The Alhambra Covenant
By Oz Hardwick
The theater was built by children, their small hands towering bricks with unlikely precision. The design came from a competition on a TV show that was popular at the time, though no one remembers it now, on which there was a weekly segment with a talking dog. The dog headlined the theatre’s opening night, groomed beyond perfection as it spoke of the way that we — the kids who crowded the plush auditorium — were the future, and that the arts, as much as putting a man on the Moon (it must have been the 60s) would shape a world, and possibly a whole Space Federation, in which every one of us would be happy forever. It was the first time in my life that I cried for joy. And it was my first — and so far only — brush with celebrity as, later that evening, I bumped into the dog along the seafront, sniffing around outside the penny arcade. He gave me an inky pawprint in my autograph book, and he gave me the sort of look that humans can only aspire to, as he assured me that every word he’d said was true.
Of course, he’s long gone and forgotten, the arcade’s boarded up, and the theatre’s falling down; but I read the papers, I watch the News, I doom scroll through worsening catastrophes, and I know who I’d rather believe.
Nest
By Oz Hardwick
I carry my mother in the palm of my hand. The obvious simile is a bird — or, more specifically, a blue
hummingbird — but I don’t want to go there yet. Instead, I’ll explore the image of a jeweller’s branded
box, with lettering like a 60s cigarette packet or a tissue leaf from a box of chocolate mints you’d only buy for special occasions. It’s the kind that holds a ring on a plush scarlet cushion. Sometimes it’s a sparkler for the peak of a giddy dream, at others it’s the ordinary beauty which will ache with love for year after year after year. But what of the box? To a child, it can hold a treasure of plastic, a phalanx of troops, a susurration of seashells, a bouquet of bears’ eyes, an epiphany of planets. And this one? This one? This one cups a blue egg in scarlet plush. Because it’s a bird.
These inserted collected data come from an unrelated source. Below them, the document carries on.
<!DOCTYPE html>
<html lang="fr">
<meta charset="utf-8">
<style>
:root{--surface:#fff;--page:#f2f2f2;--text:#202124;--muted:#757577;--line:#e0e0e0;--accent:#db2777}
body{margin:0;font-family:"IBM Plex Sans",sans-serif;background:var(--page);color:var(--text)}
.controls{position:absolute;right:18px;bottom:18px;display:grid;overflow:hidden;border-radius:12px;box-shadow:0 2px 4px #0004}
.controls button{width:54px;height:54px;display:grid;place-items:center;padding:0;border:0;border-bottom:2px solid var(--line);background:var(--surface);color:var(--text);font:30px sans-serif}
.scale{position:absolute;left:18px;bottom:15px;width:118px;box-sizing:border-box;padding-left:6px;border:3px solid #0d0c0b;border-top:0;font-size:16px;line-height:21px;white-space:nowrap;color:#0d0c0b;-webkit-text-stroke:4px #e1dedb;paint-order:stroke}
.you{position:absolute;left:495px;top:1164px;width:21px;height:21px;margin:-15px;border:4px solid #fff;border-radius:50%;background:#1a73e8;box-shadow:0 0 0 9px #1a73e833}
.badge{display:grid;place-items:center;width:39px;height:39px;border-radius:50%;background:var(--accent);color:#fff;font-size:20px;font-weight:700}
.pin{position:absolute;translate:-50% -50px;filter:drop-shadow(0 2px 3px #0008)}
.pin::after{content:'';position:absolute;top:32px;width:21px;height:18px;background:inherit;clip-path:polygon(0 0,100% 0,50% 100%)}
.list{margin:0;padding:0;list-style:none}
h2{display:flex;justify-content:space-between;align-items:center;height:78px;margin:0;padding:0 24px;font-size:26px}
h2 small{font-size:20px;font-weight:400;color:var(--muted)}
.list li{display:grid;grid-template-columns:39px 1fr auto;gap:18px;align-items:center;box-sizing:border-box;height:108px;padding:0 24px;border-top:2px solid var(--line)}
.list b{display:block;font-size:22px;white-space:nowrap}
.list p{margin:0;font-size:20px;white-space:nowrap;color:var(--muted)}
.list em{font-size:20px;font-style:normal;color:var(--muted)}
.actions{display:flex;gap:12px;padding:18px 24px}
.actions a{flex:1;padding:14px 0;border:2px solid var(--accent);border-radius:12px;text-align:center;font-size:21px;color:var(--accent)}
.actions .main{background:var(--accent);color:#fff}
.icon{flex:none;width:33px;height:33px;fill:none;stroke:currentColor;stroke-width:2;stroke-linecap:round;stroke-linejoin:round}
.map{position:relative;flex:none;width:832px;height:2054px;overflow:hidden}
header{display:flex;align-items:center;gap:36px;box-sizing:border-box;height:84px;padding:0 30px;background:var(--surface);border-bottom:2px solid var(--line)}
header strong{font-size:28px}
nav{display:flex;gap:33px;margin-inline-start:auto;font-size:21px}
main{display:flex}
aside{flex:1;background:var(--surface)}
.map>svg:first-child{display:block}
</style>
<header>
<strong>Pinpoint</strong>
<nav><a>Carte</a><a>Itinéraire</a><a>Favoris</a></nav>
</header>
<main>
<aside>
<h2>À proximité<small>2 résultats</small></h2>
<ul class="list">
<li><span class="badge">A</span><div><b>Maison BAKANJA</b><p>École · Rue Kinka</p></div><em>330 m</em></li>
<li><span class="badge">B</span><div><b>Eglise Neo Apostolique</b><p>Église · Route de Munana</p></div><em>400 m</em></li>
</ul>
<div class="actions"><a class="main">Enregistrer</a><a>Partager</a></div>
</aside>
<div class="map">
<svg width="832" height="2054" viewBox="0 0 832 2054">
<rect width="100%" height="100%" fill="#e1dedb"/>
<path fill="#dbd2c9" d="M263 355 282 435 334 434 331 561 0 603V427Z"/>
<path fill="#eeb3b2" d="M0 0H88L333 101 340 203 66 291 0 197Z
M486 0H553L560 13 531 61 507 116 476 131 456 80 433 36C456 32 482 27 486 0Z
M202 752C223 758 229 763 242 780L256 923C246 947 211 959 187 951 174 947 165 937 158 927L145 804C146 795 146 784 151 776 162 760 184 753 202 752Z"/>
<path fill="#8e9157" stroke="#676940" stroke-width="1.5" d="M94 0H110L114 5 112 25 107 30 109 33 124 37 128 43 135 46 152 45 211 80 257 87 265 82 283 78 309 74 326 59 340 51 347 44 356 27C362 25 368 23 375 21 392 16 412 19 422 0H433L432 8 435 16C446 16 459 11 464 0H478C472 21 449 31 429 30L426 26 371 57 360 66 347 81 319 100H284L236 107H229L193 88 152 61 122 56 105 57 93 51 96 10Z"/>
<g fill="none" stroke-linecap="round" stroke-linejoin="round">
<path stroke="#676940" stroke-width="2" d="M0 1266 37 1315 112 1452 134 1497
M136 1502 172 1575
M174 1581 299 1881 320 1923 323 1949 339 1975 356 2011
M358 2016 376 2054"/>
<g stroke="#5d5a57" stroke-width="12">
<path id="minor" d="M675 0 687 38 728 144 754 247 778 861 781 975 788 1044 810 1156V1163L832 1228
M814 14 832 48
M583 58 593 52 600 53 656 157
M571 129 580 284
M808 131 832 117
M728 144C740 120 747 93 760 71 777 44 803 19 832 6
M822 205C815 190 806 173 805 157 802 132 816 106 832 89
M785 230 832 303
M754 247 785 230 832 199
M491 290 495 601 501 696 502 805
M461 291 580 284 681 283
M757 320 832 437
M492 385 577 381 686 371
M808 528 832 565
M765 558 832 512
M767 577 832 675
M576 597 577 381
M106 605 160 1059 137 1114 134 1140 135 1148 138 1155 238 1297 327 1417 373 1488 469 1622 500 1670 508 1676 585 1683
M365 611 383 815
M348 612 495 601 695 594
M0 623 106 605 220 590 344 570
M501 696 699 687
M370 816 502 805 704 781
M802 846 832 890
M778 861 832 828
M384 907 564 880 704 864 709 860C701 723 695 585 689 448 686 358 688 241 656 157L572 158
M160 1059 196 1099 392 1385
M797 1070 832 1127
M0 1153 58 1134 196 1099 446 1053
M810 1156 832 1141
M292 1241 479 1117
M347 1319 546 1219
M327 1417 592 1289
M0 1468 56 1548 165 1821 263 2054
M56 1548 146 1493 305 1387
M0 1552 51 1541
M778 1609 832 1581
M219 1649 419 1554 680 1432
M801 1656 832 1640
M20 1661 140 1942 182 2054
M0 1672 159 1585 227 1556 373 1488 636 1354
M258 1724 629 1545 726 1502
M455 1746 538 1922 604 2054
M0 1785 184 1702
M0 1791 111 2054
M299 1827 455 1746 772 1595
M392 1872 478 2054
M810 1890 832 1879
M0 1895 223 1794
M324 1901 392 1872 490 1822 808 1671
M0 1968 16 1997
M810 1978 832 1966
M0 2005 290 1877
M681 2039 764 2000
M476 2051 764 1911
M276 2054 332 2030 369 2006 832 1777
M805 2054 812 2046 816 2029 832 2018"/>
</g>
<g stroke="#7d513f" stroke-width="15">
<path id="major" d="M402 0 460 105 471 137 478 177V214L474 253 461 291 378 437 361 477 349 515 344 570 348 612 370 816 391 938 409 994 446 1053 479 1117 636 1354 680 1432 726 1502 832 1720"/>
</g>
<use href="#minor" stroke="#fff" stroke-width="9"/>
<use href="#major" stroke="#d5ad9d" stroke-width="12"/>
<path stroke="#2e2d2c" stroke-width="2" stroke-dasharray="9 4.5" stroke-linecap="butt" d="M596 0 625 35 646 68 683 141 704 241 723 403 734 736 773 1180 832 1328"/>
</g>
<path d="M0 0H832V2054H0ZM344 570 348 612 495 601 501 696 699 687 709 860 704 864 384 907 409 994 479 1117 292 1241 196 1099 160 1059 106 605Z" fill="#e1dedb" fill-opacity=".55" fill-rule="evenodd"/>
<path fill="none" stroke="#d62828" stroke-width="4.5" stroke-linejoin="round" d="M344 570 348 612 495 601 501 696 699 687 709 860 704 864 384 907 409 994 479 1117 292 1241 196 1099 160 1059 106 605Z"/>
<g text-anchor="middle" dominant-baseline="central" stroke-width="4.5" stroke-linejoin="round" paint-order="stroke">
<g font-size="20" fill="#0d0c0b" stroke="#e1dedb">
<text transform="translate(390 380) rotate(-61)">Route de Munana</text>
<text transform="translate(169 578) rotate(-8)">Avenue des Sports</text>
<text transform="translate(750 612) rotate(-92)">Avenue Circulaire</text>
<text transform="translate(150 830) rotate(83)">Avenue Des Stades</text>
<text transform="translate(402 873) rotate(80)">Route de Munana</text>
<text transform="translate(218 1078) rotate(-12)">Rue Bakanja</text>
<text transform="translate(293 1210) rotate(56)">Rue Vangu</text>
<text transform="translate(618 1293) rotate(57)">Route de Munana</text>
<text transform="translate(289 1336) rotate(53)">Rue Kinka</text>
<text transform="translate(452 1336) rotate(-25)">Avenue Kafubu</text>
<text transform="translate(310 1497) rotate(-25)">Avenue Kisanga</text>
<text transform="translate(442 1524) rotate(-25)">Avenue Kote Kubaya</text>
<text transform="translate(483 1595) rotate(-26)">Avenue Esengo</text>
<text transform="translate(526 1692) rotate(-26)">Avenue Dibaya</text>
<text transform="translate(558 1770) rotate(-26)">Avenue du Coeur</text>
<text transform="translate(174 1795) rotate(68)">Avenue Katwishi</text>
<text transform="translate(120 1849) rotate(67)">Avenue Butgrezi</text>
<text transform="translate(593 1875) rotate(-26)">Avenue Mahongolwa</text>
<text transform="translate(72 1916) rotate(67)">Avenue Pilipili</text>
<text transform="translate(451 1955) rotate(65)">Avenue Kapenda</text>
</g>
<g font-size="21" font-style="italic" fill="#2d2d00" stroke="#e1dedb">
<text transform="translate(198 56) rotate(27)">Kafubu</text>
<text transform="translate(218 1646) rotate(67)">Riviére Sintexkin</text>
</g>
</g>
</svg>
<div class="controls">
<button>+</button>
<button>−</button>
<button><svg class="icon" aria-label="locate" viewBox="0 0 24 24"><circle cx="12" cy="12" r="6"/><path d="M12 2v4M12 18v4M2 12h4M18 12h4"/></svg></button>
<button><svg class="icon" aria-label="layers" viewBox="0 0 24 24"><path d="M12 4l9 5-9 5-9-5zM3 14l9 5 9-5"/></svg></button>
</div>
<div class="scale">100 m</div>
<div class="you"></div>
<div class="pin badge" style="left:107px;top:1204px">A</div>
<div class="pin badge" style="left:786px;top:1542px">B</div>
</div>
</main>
It was always a bird.
Hurtle On
By Jane Simon
Every day a new hurdle to define,
then climb. Do not despair but take
within that hair of being; it is our
quandary to tarry, and hope to expose
another angle, to spur a novel answer
to this never–ending series of hurdles,
that our friends, the long–lived turtles
with aplomb, cope, lumber and master.
Marianne, the Octopus and History
By Jane Simon
Marianne, the Octopus and History
Conversation from 81st to 74 th St.
On our chilly walk down CPW last night
past the Museum of Natural History
now devoid of the bold bronze statue
of Theodore Roosevelt on horseback.
How sad that our country wants
to disown history, Marianne remarks.
Like the Chinese, I say, remembering
my travels in China; there entire
ancient cities were torn down and buried.
What does it mean that we’ve become
like the Chinese wanting to disown history? I query.
I guess we’ll wait and see,
Marianne says thoughtfully.
Then she relates how last night she watched
a TV show about octopuses and learned that females
of the species devour their partners after they mate.
How odd, I say. I never knew that.
Not all of them, Marianne consoles.
Just one variety.
Oh, that’s a relief, I answer.
But how does she kill him?
Like a pragmatist, she reports,
I guess she eats him.
like a pathologist searching
for the cause of death, I ask,
but how does she murder him?
I guess she strangles him, Marianne conjectures.
They have a lot of legs, you know.
Oh, I sigh and say, I guess that explains it.
Then I hum to myself, wondering if we
(on our walk) have explained anything at all.